Come disse una volta Winston Churchill, “prima siamo noi a dare forma agli edifici; poi sono questi a dare forma a noi”. Siamo nella primissima fase di costruzione delle nostre realtà digitali. Possiamo costruirle bene, prima che inizino a influenzare e modellare noi e le generazioni future nel modo sbagliato. La discussione sul bicchiere mezzo vuoto o mezzo pieno è inutile, perché la questione davvero interessante è come possiamo riempirlo. Non dovremmo sonnecchiare nella creazione di un mondo sempre più digitale. L’insonnia della ragione è vitale, perché il suo sonno genera errori mostruosi.
Comprendere le trasformazioni in atto sotto i nostri occhi è cruciale, se vogliamo guidare la rivoluzione in una direzione che sia preferibile (equa) dal punto di vista sociale e sostenibile da quello ambientale. Ciò può tradursi solo in uno sforzo collaborativo. L’intelligenza artificiale costituisce un divorzio senza precedenti tra l’intelligenza e la capacità di agire, e richiede con urgenza una riflessione, ma ancora di più un’etica.
Sarebbe errato e anche inutile un discorso che polarizzi la questione: pro e contro l’intelligenza artificiale. La sfida sta nel mezzo: né l’inferno né il paradiso, ma il laborioso purgatorio degli sforzi umani.
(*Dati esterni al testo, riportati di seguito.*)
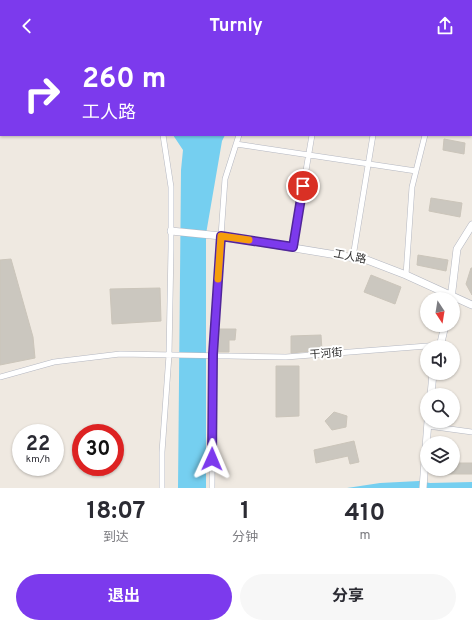 <!DOCTYPE html>
<html lang="zh">
<head>
<meta charset="utf-8">
<style>
  :root { --surface:#fff; --page:#f7f7f7; --text:#2b2b33; --muted:#7c7c81; --accent:#7c3aed }
  body { margin:0; font-family:Overpass,"Noto Sans SC",sans-serif; background:var(--page); color:var(--text); height:100vh; display:flex; flex-direction:column; font-size:15px; white-space:nowrap }
  * { box-sizing:border-box; margin:0 }
  p { font-size:13px; color:var(--muted) }
  .icon { flex:none; width:22px; height:22px; fill:none; stroke:currentColor; stroke-width:2; stroke-linecap:round; stroke-linejoin:round }
  .map { position:relative; height:436px; overflow:hidden }
  .details { display:flex; flex-direction:column; background:var(--surface); flex:1 }
  .details>* { flex:none }
  .top-card { position:absolute; left:0px; top:0px; width:472px; height:84px; box-shadow:0 1px 3px #0004; background:#7c3aed; color:#fff; overflow:hidden }
  .needle { width:26px; rotate:168deg }
  .fabs { position:absolute; left:420px; top:240px; display:grid; gap:8px }
  .fabs a { display:grid; place-items:center; width:40px; height:40px; border-radius:50%; background:var(--surface); box-shadow:0 1px 3px #0004; font-size:20px }
  .speed { position:absolute; left:12px; top:372px; display:flex; gap:8px; font-size:20px; font-weight:700; text-align:center }
  .speed>* { display:grid; place-content:center; width:52px; height:52px; border-radius:50%; background:var(--surface); box-shadow:0 1px 3px #0004; line-height:1 }
  .speed small { font-size:10px; font-weight:400 }
  .speed .limit { border:6px solid #d22; background:#fff; color:#111 }
  .pin { position:absolute; display:grid; place-items:center; width:34px; height:34px; color:#fff; margin:-17px; border:2px solid #fff; border-radius:50%; box-shadow:0 1px 4px #0007 }
  .me { position:absolute; width:44px; margin:-22px; rotate:1deg; stroke-linejoin:round; filter:drop-shadow(0 0 3px #0008) }
  .turn { display:flex; align-items:center; gap:14px; height:84px; padding:0 16px; font-size:18px }
  .turn .icon { width:52px; height:52px; stroke-width:2.5 }
  .turn b { display:block; font-size:28px; line-height:34px }
  .eta { display:flex; justify-content:space-evenly; align-items:center; height:68px; text-align:center }
  .eta b { font-size:24px; font-weight:700; line-height:28px }
  .button { display:flex; gap:8px; margin-top:auto; padding:8px 16px }
  .button a { flex:1; height:46px; border-radius:24px; background:var(--accent); color:#fff; font-size:16px; font-weight:700; line-height:46px; text-align:center }
  .button a+a { background:var(--page); color:var(--text) }
  header { display:flex; justify-content:space-between; align-items:center; height:52px; padding:0 16px; background:var(--accent); color:#fff; font-size:18px; font-weight:700 }
  .map>svg:first-child { display:block }
  .water { fill:#75cff0 }
  .building { fill:#cbc7bf; stroke:#cbc5ba }
  .lines { fill:none; stroke-linecap:round; stroke-linejoin:round }
  .street-casing { stroke:#b4b7c1; stroke-width:6 }
  .secondary-casing { stroke:#b4b7c1; stroke-width:8 }
  .street { stroke:#fff; stroke-width:5 }
  .secondary { stroke:#fff; stroke-width:7 }
  .route-casing { stroke:#51269a; stroke-width:10 }
  .route { stroke:#7c3aed; stroke-width:7 }
  .slow { stroke:#f59e0b; stroke-width:7 }
  .labels { text-anchor:middle; dominant-baseline:central; stroke-width:4; stroke-linejoin:round; paint-order:stroke }
  .street-label { font-size:11px; fill:#2e2e2e; stroke:#fff }
</style>
</head>
<body>
<header><svg class="icon" aria-label="back" viewBox="0 0 24 24"><path d="M15 5l-7 7 7 7"/></svg>Turnly<svg class="icon" aria-label="share" viewBox="0 0 24 24"><path d="M12 15V3M7 8l5-5 5 5M5 13v7h14v-7"/></svg></header>
<div class="map">
<svg width="472" height="436" viewBox="0 0 472 436">
  <rect width="100%" height="100%" fill="#efe9e1"/>
  <path class="water" d="M173,83H225L222,89L206,182V436H178L181,118L183,98Z
    M419,429L430,431L472,430V436H347L380,431Z"/>
  <path class="building" d="M444,87L465,91L464,102L443,98Z
    M431,146L462,151L460,165L429,159Z
    M418,203L448,208L446,219L417,213Z
    M11,207L33,285L35,306L0,313V208Z
    M471,216H472V243L466,232Z
    M371,223L401,235L395,252L364,240Z
    M160,236L161,269L112,272L110,237Z
    M219,277H236L235,288H229V300H217Z
    M321,283L322,298L291,301V284Z
    M276,314H299V364L276,365Z
    M334,360L347,364L346,375L332,378L325,369Z
    M354,389L359,410L350,412L348,404L316,411L314,398Z
    M453,411H472V422H444V417H453Z"/>
  <g class="lines">
    <g class="street-casing">
      <path id="street" d="M86,1L87,0
        M281,1L282,0
        M436,1V0
        M236,92L416,119
        M293,195L312,83
        M353,205L373,83
        M406,223L412,135L425,83
        M0,325L54,310L120,302L286,305L440,293
        M428,374L472,380
        M162,436V400L169,303L171,196V135L163,83
        M212,436L213,302L221,184L225,127L239,83"/>
    </g>
    <g class="secondary-casing">
      <path id="secondary" d="M107,1L108,0
        M122,1L124,0
        M471,43L472,44
        M0,66L1,65
        M0,76L1,75
        M171,179L221,184L367,208L406,223L472,253
        M451,247L457,197L472,173
        M440,295L445,273
        M431,343L433,321
        M423,436L428,369"/>
    </g>
    <use href="#street" class="street"/>
    <use href="#secondary" class="secondary"/>
  </g>
  <g class="lines">
    <g class="route-casing">
      <path id="route" d="M212,407L213,302L221,184L293,195L303,134"/>
    </g>
    <use href="#route" class="route"/>
    <path class="slow" d="M218,227L221,184L249,188"/>
  </g>
  <g class="labels">
    <g class="street-label">
      <text transform="translate(350 205) rotate(11)">工人路</text>
      <text transform="translate(326 302) rotate(-4)">干河街</text>
    </g>
  </g>
</svg>
<div class="fabs">
<a><svg class="needle" viewBox="-14 -14 28 28"><path d="M0-13l5 13h-10z" fill="#e53935"/><path d="M0 13l5-13h-10z" fill="#7c7c81"/></svg></a>
<a><svg class="icon" aria-label="sound" viewBox="0 0 24 24"><path d="M4 9h4l5-4v14l-5-4H4zM17 9q2 3 0 6"/></svg></a>
<a><svg class="icon" aria-label="search" viewBox="0 0 24 24"><circle cx="10" cy="10" r="6"/><path d="M15 15l6 6"/></svg></a>
<a><svg class="icon" aria-label="layers" viewBox="0 0 24 24"><path d="M12 4l9 5-9 5-9-5zM3 14l9 5 9-5"/></svg></a>
</div>
<div class="speed"><div>22<small>km/h</small></div><div class="limit">30</div></div>
<div class="pin" style="left:303px;top:134px;background:#d93025"><svg class="icon" aria-label="arrive" viewBox="0 0 24 24"><path d="M6 21V4h12l-3 4 3 4H6"/></svg></div>
<svg class="me" style="left:212px;top:407px" viewBox="-20 -20 40 40"><path d="M0-17L14 15 0 8-14 15z" fill="#7c3aed" stroke="#fff" stroke-width="4"/></svg>
<div class="top-card">
<div class="turn"><svg class="icon" aria-label="right" viewBox="0 0 24 24"><path d="M7 20v-9h11M14 6l5 5-5 5"/></svg><div><b>260 m</b>工人路</div></div>
</div>
</div>
<section class="details">
<div class="eta">
<div><b>18:07</b><p>到达</p></div>
<div><b>1</b><p>分钟</p></div>
<div><b>410</b><p>m</p></div>
</div>
<div class="button"><a>退出</a><a>分享</a></div>
</section>
</body>
</html>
È inutile cercare di capire se la coscienza possa sorgere da segnali elettrici o biochimici. Invariabilmente, i segnali elettrici possono solo produrre altri segnali elettrici o altre conseguenze fisiche come forza o movimento, mai sensazioni e sentimenti, che sono qualitativamente diversi. È la coscienza che capisce la situazione e fa la differenza tra un robot e un essere umano. In una macchina non c’è nessuna “pausa di riflessione” tra i simboli e l’azione, perché il significato dei simboli, il dubbio, e il libero arbitrio esistono solo nella coscienza di un sé, ma non in un meccanismo. Questi sono gli assunti che spengono ogni tipo di ragionamento superfluo perché dicotomico.
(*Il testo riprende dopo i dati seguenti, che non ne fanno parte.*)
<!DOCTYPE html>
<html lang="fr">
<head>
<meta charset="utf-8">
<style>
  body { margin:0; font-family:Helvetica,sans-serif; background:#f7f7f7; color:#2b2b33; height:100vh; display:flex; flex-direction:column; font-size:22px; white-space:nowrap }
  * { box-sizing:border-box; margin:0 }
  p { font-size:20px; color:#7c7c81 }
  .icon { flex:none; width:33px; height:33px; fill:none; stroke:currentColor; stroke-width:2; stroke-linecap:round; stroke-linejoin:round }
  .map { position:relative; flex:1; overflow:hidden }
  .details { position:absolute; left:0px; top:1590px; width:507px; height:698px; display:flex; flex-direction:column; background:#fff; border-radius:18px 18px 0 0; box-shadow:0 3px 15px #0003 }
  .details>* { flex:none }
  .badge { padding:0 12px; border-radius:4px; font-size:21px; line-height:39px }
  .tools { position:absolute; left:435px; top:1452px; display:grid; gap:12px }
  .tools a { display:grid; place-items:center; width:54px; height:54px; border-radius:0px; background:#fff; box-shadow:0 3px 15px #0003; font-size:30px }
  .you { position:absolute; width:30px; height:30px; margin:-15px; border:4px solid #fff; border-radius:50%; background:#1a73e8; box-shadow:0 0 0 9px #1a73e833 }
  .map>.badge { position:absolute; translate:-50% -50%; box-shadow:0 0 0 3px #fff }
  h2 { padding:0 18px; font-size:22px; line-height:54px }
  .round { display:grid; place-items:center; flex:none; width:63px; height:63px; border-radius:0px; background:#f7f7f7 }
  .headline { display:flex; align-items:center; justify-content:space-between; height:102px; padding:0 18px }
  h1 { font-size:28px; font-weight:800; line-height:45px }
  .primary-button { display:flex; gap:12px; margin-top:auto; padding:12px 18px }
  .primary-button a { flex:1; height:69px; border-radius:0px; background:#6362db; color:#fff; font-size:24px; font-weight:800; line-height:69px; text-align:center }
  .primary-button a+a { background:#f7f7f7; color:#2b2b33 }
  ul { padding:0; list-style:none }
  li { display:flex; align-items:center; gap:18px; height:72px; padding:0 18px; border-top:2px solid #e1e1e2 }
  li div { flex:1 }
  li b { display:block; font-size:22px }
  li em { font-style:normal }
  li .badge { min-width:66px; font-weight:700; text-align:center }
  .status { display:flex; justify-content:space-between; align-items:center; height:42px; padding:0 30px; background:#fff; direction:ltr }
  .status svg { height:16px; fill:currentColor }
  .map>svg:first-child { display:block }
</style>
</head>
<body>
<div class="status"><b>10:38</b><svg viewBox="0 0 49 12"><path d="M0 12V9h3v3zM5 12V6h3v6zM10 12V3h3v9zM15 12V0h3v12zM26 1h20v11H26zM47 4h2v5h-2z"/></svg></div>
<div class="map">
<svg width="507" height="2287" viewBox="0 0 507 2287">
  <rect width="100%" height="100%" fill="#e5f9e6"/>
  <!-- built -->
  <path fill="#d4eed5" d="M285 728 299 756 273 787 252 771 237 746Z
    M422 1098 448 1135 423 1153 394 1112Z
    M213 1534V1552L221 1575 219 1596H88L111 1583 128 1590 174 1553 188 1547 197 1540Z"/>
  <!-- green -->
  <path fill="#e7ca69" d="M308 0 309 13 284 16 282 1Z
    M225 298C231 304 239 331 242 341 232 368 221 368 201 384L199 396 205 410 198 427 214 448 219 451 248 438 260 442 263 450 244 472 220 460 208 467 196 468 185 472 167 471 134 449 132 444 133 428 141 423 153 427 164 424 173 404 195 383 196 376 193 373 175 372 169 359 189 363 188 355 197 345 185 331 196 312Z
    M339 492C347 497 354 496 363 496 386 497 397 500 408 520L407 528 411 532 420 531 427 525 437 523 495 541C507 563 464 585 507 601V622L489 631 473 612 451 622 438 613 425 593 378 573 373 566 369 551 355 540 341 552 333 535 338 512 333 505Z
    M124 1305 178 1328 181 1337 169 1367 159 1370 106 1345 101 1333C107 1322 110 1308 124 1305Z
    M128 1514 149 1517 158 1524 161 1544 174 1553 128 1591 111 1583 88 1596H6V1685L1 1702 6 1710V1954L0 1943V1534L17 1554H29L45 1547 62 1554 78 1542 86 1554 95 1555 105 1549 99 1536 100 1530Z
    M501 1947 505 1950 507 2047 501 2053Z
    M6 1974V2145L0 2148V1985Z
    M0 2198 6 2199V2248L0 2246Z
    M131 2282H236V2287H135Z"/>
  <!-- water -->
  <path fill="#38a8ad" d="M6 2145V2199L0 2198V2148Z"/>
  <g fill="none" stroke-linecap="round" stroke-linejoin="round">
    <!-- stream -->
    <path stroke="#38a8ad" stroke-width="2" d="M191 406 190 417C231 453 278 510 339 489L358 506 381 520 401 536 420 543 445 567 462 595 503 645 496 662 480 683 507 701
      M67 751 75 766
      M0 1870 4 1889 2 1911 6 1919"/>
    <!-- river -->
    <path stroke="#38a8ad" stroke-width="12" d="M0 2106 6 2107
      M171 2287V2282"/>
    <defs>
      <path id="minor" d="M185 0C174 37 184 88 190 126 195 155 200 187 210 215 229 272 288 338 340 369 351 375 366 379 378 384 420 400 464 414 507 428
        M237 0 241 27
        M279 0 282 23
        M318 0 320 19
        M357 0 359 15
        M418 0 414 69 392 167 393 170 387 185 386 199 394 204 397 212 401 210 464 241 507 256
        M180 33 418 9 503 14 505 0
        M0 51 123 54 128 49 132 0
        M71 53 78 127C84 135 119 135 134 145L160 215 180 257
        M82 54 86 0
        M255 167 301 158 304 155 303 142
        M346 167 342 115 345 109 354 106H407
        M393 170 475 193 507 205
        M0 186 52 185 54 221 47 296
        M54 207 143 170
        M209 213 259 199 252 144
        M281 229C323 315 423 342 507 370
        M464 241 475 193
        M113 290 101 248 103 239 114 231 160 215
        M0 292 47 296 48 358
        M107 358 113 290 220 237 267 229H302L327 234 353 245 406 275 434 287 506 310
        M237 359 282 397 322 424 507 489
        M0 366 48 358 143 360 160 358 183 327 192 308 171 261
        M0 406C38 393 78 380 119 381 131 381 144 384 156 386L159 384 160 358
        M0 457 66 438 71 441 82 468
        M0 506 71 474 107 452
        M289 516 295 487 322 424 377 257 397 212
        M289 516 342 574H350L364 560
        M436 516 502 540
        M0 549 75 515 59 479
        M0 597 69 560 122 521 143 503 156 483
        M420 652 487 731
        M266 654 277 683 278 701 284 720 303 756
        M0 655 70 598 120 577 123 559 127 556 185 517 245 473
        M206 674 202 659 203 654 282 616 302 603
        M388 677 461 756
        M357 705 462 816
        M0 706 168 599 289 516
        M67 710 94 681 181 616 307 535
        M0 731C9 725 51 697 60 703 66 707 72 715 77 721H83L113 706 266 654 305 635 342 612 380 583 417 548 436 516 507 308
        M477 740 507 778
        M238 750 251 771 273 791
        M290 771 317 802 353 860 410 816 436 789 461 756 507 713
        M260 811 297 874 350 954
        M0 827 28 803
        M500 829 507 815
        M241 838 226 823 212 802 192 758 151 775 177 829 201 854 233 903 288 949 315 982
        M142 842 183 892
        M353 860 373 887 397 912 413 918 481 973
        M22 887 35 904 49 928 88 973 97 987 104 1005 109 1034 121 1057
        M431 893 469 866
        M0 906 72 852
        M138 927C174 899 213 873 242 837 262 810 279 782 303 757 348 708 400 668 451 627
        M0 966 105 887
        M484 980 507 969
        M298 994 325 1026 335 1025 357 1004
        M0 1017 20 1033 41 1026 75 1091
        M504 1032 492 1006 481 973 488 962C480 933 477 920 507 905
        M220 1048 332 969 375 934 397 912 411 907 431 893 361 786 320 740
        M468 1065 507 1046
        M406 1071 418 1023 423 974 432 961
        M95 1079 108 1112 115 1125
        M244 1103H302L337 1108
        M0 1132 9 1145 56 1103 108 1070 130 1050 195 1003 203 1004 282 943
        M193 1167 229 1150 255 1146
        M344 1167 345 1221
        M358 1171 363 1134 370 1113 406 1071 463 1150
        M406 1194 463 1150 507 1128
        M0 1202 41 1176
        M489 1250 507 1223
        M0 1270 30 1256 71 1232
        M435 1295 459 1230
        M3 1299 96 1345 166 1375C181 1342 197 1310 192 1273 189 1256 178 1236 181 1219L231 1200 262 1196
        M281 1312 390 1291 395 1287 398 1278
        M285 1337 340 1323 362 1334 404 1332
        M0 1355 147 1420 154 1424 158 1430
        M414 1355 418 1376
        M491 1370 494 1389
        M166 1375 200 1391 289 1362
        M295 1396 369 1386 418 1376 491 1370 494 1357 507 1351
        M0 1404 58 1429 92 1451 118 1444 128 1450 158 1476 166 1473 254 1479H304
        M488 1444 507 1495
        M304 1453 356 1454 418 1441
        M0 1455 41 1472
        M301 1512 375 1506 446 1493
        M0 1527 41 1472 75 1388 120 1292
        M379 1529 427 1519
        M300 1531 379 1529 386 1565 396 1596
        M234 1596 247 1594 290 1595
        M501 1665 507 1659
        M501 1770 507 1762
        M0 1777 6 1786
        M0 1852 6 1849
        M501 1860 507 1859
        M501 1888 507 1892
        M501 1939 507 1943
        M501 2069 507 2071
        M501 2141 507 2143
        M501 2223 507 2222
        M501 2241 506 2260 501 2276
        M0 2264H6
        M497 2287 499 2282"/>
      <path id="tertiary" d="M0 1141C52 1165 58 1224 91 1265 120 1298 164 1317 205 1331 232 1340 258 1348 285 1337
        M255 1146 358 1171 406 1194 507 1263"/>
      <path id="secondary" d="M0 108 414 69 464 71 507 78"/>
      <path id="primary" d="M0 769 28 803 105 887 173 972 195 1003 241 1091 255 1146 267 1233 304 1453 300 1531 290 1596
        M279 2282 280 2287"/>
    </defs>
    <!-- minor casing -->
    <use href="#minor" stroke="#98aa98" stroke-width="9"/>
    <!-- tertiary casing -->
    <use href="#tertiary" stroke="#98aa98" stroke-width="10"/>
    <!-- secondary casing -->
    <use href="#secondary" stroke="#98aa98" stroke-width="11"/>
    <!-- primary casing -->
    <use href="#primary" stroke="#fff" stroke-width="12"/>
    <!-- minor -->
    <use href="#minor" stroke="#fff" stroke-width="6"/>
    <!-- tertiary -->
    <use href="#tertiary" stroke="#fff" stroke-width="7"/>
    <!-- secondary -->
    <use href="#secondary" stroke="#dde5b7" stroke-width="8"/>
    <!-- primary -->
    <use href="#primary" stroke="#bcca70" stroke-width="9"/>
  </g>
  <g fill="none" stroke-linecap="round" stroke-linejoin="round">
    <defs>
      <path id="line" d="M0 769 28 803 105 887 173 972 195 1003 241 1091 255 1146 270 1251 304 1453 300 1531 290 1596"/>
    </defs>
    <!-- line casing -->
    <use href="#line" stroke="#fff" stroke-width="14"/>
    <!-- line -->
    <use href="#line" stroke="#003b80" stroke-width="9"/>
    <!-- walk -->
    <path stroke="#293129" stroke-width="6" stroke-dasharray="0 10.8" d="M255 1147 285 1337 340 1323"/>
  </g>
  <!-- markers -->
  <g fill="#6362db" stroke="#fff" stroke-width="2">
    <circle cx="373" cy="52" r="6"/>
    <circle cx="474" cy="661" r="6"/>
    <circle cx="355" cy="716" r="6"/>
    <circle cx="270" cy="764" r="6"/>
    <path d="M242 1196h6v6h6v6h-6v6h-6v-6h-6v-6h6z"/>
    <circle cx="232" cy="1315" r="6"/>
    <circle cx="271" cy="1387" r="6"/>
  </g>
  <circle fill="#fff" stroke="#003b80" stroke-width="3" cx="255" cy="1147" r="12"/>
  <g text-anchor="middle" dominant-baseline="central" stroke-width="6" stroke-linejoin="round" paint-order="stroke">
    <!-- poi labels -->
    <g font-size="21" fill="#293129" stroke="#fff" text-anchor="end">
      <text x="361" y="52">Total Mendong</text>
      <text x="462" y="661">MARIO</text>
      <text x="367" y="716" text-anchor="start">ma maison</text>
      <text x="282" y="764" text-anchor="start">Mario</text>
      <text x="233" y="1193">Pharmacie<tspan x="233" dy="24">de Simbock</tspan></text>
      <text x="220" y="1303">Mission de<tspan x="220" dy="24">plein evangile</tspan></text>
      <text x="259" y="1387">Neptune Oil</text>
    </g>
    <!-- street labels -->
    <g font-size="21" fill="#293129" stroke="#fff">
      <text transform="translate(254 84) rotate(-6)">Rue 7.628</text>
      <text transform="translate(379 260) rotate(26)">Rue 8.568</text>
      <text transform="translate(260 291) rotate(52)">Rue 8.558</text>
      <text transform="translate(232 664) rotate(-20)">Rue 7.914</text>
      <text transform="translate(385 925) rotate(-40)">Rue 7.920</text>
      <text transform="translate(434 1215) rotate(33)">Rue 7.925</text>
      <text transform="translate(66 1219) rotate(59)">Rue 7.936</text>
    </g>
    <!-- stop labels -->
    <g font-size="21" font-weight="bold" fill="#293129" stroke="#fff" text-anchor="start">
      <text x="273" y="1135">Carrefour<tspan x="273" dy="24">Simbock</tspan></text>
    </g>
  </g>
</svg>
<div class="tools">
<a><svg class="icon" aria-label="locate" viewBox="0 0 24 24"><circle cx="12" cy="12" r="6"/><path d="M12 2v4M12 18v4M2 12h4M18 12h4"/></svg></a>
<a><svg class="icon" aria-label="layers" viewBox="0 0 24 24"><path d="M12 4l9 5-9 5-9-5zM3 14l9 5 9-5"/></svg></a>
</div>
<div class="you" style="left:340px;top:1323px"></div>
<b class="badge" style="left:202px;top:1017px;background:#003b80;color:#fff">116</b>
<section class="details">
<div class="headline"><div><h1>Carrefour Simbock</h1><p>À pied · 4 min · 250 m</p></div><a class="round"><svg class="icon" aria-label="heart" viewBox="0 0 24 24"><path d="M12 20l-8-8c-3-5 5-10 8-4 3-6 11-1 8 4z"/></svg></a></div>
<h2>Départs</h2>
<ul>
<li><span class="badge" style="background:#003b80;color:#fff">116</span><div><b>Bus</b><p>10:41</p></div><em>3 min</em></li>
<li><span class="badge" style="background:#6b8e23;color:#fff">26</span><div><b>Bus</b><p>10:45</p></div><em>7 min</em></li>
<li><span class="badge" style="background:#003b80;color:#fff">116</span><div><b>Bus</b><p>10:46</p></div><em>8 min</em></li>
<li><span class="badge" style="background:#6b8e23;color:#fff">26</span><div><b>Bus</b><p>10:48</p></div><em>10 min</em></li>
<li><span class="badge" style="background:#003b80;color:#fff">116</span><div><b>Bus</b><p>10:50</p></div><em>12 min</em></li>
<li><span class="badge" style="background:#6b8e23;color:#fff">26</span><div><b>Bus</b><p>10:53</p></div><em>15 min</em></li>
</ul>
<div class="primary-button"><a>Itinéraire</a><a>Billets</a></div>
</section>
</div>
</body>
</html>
Se ci lasciamo convincere da chi ci dice che siamo soltanto il nostro corpo mortale, finiremo col pensare che tutto ciò che esiste abbia origine solo nel mondo fisico. Che senso avrebbero il sapore del vino, il profumo di una rosa e il colore arancione? Finiremmo col pensare che i computer valgano più di noi. La vita non può essere definita soltanto dai meri aspetti biologici, ma anche e soprattutto dal trionfo della natura spirituale dell’universo, che ci guida silenziosamente.
Alcuni dei problemi che stiamo affrontando oggi, per esempio, nella sanità digitale o nei mercati finanziari, sorgono già in ambienti in cui tutti i dati rilevanti (e talora gli unici disponibili) sono leggibili da macchine, cosicché decisioni e azioni possono essere compiute automaticamente da applicazioni e attuatori in grado di eseguire comandi e completare le corrispondenti procedure: dall’avvertire o esaminare un paziente, all’acquistare o vendere obbligazioni. Anche nella scuola, nelle università, nei processi di apprendimento, il digitale è diffuso e ormai dominante. Gli esempi potrebbero facilmente moltiplicarsi. Ma un esempio in particolare è molto significativo e ricco di conseguenze, e può essere introdotto qui a titolo di conclusione: gli esseri umani possono diventare inavvertitamente parti del meccanismo. Questo è proprio ciò che Kant raccomandava di non fare mai: trattare gli esseri umani solo come mezzi anziché come fini. Di fronte a un cambiamento di grande portata: se lo conosci puoi governarlo, se non lo conosci soccombi di sicuro. Mettiamoci a studiare.